Reading Tarot Holistically: Letting the Cards Speak to Each Other
We had such a fun event at Lake City Books this week during my Introduction to Tarot workshop. One of the core ideas we focus on in class is moving beyond memorizing card definitions and instead learning how to use intuition, instinct, and visual storytelling to create a coherent, meaningful reading.
Tarot doesn’t live in isolated meanings. It lives in relationships.
During the workshop, one of the learners pulled three cards in a simple three-card spread. (We were reading for my kids’ stuffed animals, which added an extra layer of delight.) The spread we were practicing, read left to right, was:
- Something from the past to leave behind
- A theme for the current moment
- Wisdom for the future
The cards drawn were The Fool, Three of Swords, and Four of Pentacles.

The learner already had a solid grasp of the traditional meanings:
The Fool as new beginnings, openness, and trust.
The Three of Swords as heartbreak or emotional pain.
The Four of Pentacles as guarding resources, holding tightly, or self-protection.
But she paused and asked a great question: How do I make sense of these as a full reading, rather than three separate ideas?
That question is where tarot really begins.
I encouraged her to step back and look at the energy of the images and the way the cards were speaking to each other. This is one of the great strengths of the Rider–Waite–Smith deck: its symbolism is intentional, layered, and deeply relational. The cards are designed to converse.

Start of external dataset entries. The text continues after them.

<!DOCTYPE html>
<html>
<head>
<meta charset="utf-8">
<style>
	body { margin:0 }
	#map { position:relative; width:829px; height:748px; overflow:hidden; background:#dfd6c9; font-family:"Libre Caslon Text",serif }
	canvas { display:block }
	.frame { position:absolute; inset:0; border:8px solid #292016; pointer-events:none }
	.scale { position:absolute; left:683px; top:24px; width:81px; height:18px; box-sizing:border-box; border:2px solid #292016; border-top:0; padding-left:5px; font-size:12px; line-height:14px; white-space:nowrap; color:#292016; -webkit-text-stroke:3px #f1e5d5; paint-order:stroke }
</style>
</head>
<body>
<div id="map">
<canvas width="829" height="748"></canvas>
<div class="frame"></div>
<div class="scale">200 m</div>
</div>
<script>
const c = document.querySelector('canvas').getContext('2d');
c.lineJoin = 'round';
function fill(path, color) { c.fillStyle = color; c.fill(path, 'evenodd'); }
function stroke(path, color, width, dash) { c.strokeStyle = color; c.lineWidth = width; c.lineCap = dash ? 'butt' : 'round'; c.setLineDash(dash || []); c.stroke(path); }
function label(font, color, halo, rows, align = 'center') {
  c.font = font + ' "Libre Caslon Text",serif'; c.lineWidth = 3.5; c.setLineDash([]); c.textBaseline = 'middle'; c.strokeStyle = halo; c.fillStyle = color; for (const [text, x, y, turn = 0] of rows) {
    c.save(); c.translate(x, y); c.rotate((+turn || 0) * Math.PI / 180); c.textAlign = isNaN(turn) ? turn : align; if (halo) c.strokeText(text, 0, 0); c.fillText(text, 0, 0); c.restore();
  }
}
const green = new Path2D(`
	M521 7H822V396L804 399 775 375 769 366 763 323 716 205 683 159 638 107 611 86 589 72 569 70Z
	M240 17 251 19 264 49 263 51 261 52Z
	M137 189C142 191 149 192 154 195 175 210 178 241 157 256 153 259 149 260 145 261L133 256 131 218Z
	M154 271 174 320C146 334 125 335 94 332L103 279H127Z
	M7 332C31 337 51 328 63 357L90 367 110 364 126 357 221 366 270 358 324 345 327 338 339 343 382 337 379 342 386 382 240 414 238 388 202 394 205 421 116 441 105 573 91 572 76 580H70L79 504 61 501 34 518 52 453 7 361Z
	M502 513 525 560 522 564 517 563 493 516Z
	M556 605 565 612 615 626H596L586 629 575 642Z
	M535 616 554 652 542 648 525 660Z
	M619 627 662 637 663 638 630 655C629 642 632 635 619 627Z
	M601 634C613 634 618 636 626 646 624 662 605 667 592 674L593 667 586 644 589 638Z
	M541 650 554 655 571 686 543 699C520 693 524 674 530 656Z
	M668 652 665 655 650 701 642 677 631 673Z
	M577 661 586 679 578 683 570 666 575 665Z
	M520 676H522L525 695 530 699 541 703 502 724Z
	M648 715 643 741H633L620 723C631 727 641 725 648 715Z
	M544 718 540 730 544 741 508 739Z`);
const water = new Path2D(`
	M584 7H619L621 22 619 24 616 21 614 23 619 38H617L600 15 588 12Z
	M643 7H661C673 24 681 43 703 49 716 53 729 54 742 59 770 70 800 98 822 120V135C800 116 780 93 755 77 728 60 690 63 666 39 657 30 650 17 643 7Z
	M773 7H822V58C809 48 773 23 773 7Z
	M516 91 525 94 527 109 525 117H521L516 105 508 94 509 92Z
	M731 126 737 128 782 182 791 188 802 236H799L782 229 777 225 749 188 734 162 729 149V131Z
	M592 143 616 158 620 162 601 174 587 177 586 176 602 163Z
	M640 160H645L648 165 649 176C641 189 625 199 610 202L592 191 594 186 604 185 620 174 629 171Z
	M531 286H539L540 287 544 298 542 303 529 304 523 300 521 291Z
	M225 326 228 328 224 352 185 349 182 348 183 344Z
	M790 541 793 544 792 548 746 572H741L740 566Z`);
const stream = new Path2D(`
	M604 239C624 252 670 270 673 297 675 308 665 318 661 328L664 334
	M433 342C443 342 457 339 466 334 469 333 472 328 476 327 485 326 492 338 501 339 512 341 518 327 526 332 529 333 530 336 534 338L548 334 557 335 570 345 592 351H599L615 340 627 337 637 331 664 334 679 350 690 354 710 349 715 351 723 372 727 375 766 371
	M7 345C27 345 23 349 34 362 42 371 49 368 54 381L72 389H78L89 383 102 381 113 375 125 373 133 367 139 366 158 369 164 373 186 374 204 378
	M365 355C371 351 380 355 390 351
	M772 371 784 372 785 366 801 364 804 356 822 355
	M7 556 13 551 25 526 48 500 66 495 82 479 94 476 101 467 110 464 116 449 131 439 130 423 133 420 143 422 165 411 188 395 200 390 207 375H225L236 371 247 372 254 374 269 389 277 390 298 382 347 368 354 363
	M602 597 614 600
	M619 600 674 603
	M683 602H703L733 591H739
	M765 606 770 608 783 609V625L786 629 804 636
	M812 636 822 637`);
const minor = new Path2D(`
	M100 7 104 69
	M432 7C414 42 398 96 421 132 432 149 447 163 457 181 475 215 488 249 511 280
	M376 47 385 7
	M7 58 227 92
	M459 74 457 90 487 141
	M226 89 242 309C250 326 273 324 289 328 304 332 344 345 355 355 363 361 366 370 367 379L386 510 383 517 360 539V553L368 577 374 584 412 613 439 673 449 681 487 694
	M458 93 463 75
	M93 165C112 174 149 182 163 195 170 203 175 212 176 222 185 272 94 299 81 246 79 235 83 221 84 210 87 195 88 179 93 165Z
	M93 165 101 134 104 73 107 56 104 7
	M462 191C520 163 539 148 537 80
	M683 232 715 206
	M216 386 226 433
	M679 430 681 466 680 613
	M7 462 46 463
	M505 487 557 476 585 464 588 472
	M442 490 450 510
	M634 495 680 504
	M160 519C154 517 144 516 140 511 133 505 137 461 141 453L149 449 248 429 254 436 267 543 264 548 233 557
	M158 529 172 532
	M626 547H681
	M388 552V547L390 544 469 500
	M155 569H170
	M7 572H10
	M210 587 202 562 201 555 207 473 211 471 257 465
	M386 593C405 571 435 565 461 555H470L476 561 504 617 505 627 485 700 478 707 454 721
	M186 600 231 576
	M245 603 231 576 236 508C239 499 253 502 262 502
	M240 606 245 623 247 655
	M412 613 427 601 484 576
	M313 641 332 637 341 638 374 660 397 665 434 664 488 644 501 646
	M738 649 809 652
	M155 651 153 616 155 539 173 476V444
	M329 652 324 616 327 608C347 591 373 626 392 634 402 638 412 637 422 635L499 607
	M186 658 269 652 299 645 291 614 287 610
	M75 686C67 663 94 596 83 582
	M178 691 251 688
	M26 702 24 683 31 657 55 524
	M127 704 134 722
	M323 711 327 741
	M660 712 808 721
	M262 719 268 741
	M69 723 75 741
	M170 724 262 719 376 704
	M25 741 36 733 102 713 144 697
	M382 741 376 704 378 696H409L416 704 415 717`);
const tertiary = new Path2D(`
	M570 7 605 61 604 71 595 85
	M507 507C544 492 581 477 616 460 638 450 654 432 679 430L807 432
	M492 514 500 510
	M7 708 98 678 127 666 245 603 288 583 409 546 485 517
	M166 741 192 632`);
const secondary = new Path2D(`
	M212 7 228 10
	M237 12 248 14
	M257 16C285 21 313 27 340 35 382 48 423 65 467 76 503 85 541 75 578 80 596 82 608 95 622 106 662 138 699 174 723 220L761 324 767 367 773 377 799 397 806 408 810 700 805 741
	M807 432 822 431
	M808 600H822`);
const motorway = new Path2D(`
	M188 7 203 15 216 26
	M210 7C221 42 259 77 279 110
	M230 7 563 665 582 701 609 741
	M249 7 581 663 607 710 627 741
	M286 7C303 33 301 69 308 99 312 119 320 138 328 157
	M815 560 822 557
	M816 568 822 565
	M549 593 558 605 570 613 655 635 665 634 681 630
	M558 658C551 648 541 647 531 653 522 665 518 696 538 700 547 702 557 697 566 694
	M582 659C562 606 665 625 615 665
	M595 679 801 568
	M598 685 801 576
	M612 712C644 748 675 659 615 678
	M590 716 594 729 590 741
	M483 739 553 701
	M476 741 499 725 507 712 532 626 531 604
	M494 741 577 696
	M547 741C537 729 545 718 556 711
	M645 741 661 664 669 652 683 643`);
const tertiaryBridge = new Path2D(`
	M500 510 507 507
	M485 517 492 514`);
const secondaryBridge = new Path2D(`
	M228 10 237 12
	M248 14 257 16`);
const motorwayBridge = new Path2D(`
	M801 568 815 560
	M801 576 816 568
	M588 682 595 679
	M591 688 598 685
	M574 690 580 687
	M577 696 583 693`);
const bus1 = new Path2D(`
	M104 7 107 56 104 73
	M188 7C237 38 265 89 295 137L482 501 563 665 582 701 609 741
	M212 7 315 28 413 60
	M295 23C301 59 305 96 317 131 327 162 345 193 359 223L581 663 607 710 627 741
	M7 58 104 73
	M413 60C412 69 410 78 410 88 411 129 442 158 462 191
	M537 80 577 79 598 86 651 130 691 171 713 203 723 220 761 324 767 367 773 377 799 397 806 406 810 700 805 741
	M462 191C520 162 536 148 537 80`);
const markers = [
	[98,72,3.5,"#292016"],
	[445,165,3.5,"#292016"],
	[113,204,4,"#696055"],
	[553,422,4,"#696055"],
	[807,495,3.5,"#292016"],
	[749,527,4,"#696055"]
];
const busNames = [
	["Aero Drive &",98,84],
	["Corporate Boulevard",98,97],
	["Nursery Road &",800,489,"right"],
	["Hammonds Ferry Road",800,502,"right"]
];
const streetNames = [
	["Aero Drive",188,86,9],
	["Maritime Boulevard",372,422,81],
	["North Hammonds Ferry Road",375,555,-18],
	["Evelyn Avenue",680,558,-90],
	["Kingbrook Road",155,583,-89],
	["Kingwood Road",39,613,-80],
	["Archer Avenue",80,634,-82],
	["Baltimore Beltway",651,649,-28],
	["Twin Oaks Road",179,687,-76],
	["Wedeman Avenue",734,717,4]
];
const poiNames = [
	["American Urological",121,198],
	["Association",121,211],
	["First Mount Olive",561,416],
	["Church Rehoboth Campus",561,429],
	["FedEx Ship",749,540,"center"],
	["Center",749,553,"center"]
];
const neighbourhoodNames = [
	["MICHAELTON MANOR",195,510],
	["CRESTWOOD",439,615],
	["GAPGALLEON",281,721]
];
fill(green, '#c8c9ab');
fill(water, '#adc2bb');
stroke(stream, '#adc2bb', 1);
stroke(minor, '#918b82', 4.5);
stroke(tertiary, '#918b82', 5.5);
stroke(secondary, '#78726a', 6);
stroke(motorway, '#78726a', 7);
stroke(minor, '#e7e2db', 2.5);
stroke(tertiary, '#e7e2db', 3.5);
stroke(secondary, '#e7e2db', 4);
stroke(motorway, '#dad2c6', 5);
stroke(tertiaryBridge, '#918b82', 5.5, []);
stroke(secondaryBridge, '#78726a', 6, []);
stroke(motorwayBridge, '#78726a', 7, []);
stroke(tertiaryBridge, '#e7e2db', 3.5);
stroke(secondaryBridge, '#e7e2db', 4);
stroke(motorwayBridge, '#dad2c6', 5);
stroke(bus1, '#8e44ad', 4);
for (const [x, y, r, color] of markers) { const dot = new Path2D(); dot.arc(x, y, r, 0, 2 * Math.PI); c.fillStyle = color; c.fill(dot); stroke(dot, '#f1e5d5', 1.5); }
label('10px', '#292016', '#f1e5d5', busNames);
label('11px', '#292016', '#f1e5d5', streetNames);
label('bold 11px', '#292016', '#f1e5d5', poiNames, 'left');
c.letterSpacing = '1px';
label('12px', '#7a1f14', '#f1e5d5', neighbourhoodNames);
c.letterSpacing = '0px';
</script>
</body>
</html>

We started by comparing the two figures that frame the spread: The Fool on the left and the Four of Pentacles on the right.
The Fool is completely open. His posture is expansive, his chest is forward, his heart chakra fully exposed. He embodies that naïve, trusting energy we often love in The Fool—hopeful, unguarded, and willing to leap.
The Four of Pentacles—sometimes called the miser of the deck—is the opposite. The figure is closed in on themselves, physically and energetically. A pentacle is pressed tightly against the heart. Another crowns the head. Two more pin the feet in place. This is a posture of protection, control, and self-containment.
When you place these two cards on either side of the Three of Swords, the story sharpens immediately.
The message becomes clear:
You were too open, too naïve, too exposed—and it hurt you. Deeply.
The heartbreak didn’t come out of nowhere. It came from vulnerability without boundaries.
Seen this way, the wisdom of the spread isn’t cynical or punitive. It’s compassionate. The tarot isn’t saying “never be open again.” It’s saying: be intentional about your boundaries. Protect what is truly valuable. Give yourself time to heal.
Because the Four of Pentacles is a minor arcana card, I would read this not as a permanent spiritual stance, but as a necessary phase. A stage of consolidation and self-protection before deciding what comes next. The tarot suggests that this kind of guardedness is appropriate for now—a step in the process, not the final destination.
This is what it means to read tarot holistically. The cards don’t just tell you what happened or what might happen. They show you how the story unfolds, where the tension lives, and what kind of wisdom is being asked of you in this moment.
And sometimes, even when reading for a stuffed animal, the message lands exactly where it needs to.